Using Dr. Seuss quotes to ask me how badly I want your penis is not appropriate.
I'm getting very mixed reviews. One friend told me to stop drinking bc the last 3 times he's heard from me I've either peed my pants, been throwing up, or people have been having sex beside me.
Strangely enough I'm encouraging you to keep drinking for all the same reasons.
I didn't want to have to tell you this, violating our brother/sister code not to discuss these things but: for the love of christ stop inviting that 21 year old idiot I slept with for six months to EVERY PARTY WE THROW.
He blew a .19 and then slurred "well I did have some rum cake earlier today officer".
Meeting his dad and brother for the first time at the jail while I'm bailing him out ISN'T exactly how I pictured this relationship going....
I just laughed at the word pudding. I have no idea whats going on right now.
Clearly it doesn't get better with age. Just more sexual
i tied my phone to a string attached to my bra. i am NOT losing it tonight
I have a big to do list for you. Number 1 - me. Number 2 - drink wine 3. Talk my ears off. 4. Me again
Get the fuck back here. Your brother taped bottle rockets to the front of his scooter and is bombing around screaming, "Rest in peace, Goose!"

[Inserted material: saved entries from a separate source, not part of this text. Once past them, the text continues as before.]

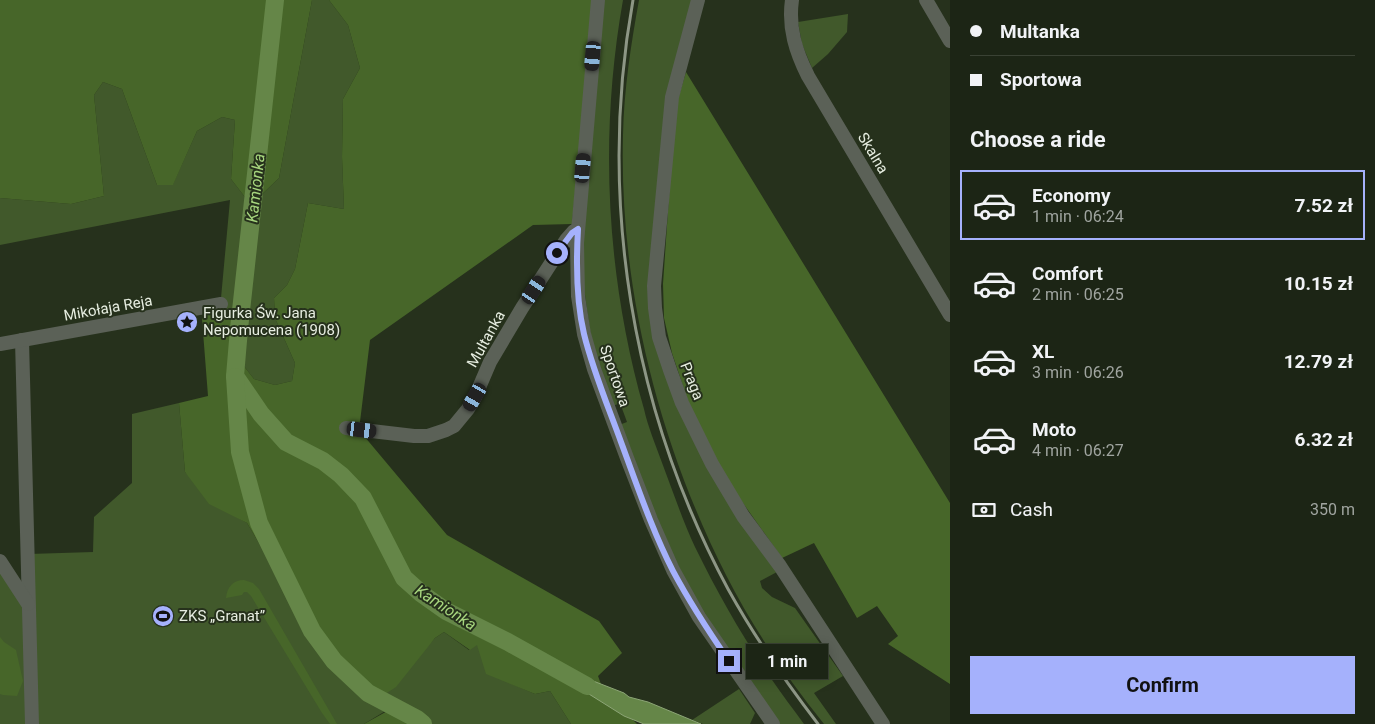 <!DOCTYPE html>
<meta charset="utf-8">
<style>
:root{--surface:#1c2515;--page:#293122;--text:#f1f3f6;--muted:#a0a5a0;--line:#3a4234;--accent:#a5b1fc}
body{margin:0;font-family:Roboto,sans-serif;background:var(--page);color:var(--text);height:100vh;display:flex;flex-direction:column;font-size:19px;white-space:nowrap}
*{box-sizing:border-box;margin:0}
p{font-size:16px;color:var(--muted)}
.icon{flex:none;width:28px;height:28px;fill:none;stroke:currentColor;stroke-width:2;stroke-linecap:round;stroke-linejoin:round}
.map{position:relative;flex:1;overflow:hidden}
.panel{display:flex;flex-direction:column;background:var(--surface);width:425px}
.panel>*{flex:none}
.hud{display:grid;align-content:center;height:110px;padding:0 20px;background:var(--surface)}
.end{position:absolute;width:22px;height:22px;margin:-11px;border:6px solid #a5b1fc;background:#111;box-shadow:0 0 0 2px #111}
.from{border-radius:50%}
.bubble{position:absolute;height:35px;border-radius:0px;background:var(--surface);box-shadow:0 2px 12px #0003,0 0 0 1px var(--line);font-size:16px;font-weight:700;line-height:35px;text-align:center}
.car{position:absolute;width:15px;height:30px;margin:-15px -8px;border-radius:6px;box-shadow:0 0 4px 1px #0007;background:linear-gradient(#222 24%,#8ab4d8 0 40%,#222 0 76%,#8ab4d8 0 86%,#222 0)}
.hud b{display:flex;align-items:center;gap:18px;height:48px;font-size:19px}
.hud b+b{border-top:1px solid var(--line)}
.hud i{width:12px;height:12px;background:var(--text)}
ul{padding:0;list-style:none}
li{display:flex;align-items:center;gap:15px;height:70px;margin:0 10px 8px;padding:0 10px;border:2px solid transparent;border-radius:0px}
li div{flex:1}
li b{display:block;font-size:19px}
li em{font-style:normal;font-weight:700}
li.active{border-color:var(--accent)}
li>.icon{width:45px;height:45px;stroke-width:1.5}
h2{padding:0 20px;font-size:22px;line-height:60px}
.pay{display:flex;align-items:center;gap:12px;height:55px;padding:0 20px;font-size:19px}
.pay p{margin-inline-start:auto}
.button{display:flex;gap:10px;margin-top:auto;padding:10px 20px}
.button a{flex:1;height:58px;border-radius:0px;background:var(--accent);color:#111;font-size:20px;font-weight:700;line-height:58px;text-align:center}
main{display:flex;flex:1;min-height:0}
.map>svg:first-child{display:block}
.green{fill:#41592b}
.forest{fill:#476629}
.water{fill:#658648;stroke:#8ca576}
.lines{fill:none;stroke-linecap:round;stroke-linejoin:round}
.river{stroke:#658648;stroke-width:18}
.minor{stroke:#5b6157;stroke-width:14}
.rail{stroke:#8d9685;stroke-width:3}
.route{stroke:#a5b1fc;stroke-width:6}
.labels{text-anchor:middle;stroke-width:4;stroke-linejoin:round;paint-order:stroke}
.street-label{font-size:15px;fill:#e6ede0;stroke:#26311c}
.poi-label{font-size:15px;fill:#e6ede0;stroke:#26311c;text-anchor:start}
.water-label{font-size:16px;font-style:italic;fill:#a7d67e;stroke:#26311c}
</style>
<main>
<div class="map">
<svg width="950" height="724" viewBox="0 0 950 724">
<rect width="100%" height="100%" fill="#26311c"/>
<g class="green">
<path d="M312 0H329L348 25 360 68 343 99 342 157 344 209 308 203 295 269 287 285 274 298 275 318 295 363 292 381 275 385 254 379 236 356 240 316 220 309 230 200 0 245V198L71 204 104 196 94 95 103 82 122 89 157 185 173 184 197 131 222 117 235 120 231 179 251 205 279 178Z"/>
<path d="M602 0H623C599 136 606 276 644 409 648 427 655 443 661 460 672 489 682 519 695 547 717 592 742 636 770 677 781 693 793 709 804 724H780L722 642 697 604 665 544 619 425 627 422 620 403 613 406 592 344 581 267Z"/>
<path d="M639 0H696L661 195V353L777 572 760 581 762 588 772 597 795 608 843 676 814 693 836 724H824C787 678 753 628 726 575 658 441 619 286 623 135 624 89 631 44 639 0Z"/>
<path d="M848 14 847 32 828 54 812 68 802 44 798 22Z"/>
<path d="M179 403 185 472 235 516 247 523 312 631 334 663 368 692 379 698 435 638 444 632 469 650 477 644 512 684 535 694 550 691 571 724H412L410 710 392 707 364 724H36L29 554 93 552 94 517 132 483V414Z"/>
<path d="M0 569 24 606 30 724H0Z"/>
<path d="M739 689 755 713 750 724H703L692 720Z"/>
</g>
<g class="forest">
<path d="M0 0H312L279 178 251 205 231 179 235 120 222 117 197 131 173 185H157L122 89 103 82 94 95 104 196 71 204 0 198Z"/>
<path d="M329 0H593L572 224 533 225 370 340 359 430 447 535 599 621 622 653 598 676 609 706 633 720 637 724H571L550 691 535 694 486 674 477 645 470 650 444 632 435 638 396 687 379 698 368 692 334 663 312 631 247 523 209 504 185 472 179 403 208 396 202 319C214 304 224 310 240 316L236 356 254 379 275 385 292 381 295 363 275 318 274 298 287 285 295 269 308 203 344 209 342 157 343 99 360 68 348 25Z"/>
<path d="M686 72 950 503V684L888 644 898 636 877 606 857 618 814 543 782 558 733 489 709 446 689 404 672 353 664 318 663 284 675 109Z"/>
<path d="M244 580 253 583 259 589 337 724H330L322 713 251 596 247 592H244L242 595 226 598C227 587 233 580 244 580Z"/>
<path d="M0 637 4 642 16 650 23 681 17 696 3 695 0 694Z"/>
<path d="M400 704 410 710 412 724H364Z"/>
</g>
<path class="water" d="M570 672 624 693 629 697 648 702 701 724H644L624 716 565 679Z"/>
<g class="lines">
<g class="river">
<path d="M275 0 239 329 235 376 261 414 286 442 323 461 341 475 363 498 404 578 422 594 446 611 508 642 587 686"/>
<path d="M235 377 240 452 259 523 312 631 334 661 368 693 417 719 423 724"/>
</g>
<g class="minor">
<path d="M598 0 577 243 578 296 584 334 594 369 627 458 651 520 673 570 699 617 773 724"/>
<path d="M698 0 672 97 654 286 655 308 659 337 670 370 682 403 712 464 743 516 780 566 883 724"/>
<path d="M792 0C788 28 796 52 808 76L950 315"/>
<path d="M926 0 950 41"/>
<path d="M22 340 32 724"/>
<path d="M0 344 221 304"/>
<path d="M346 428 414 436H428L446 430 454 426 468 409 475 397 490 362 522 308 566 240 574 231 578 229"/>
<path d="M0 561 28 604"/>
</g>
<path class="rail" d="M633 0C597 199 632 411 728 589 754 636 785 681 818 724"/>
</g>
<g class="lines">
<path class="route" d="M557 253 572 233 578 229C576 264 576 300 584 334 593 371 608 406 621 442 637 485 652 530 673 571 690 603 709 632 729 661"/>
</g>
<defs>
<g id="sight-disc" transform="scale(1.125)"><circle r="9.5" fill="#a5b1fc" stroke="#26311c"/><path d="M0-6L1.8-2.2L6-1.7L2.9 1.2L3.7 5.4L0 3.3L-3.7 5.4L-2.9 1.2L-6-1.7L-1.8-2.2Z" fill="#111"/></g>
<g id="stadium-disc" transform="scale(1.125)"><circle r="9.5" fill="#a5b1fc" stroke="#26311c"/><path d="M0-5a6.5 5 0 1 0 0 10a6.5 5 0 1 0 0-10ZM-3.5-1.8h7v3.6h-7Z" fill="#111"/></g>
</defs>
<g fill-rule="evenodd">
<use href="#sight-disc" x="187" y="322"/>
<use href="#stadium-disc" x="163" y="616"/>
</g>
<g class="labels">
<g class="street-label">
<text transform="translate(873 153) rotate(59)" y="5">Skalna</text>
<text transform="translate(108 308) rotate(-10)" y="5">Mikołaja Reja</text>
<text transform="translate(486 339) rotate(-61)" y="5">Multanka</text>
<text transform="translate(615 376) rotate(71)" y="5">Sportowa</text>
<text transform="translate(692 381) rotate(68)" y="5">Praga</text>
</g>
<g class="poi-label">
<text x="203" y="318">Figurka Św. Jana<tspan x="203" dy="17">Nepomucena (1908)</tspan></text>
<text x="179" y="621">ZKS „Granat”</text>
</g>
<g class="water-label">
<text transform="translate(255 188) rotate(-84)" y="6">Kamionka</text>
<text transform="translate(446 607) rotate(33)" y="6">Kamionka</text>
</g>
</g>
</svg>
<i class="end from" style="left:557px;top:253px"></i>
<i class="end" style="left:729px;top:661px"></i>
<div class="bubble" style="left:746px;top:644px;width:82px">1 min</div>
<i class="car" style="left:593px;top:56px;rotate:185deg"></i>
<i class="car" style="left:583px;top:168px;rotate:5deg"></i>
<i class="car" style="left:534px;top:290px;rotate:33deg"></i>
<i class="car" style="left:475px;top:397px;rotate:210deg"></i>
<i class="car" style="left:362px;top:430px;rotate:97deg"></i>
</div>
<section class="panel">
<div class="hud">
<b><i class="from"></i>Multanka</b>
<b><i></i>Sportowa</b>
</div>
<h2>Choose a ride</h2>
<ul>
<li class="active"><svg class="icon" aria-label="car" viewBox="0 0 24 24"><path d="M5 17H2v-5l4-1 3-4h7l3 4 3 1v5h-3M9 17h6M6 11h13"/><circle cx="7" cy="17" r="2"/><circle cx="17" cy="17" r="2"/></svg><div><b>Economy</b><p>1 min · 06:24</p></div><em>7.52 zł</em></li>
<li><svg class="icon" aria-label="car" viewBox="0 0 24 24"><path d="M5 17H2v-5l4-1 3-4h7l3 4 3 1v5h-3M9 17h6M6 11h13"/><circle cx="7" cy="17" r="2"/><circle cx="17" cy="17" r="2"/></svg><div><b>Comfort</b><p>2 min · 06:25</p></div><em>10.15 zł</em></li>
<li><svg class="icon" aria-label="car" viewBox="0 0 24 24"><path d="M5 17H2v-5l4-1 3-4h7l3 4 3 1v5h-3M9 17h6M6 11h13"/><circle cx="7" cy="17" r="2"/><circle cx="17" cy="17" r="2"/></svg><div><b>XL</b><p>3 min · 06:26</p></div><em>12.79 zł</em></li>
<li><svg class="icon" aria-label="car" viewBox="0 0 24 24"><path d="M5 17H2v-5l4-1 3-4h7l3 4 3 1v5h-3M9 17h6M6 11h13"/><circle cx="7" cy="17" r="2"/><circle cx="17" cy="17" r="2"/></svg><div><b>Moto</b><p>4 min · 06:27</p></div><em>6.32 zł</em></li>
</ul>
<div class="pay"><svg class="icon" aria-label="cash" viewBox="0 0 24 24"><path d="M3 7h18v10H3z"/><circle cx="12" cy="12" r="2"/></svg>Cash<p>350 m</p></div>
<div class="button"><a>Confirm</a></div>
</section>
</main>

In case you're wondering what I'm doing, I'll be banging an 18 year old this weekend. Repeatedly.
Seriously. If I'd known all it took was a 29 year old UPS guy to make me feel THIS SEXY, I'd have been fucking them for 30 years.
lesbians are really intense tho, she made me take her eye makeup off and told me she was going to eat me for breakfast
How awkward is it to have the guy you used to sleep with congratulate you on your engagement? I'll tell you. Very.
there's no judgement here...i was recently just fingered in my dorm hallway while having a conversation with 5 people.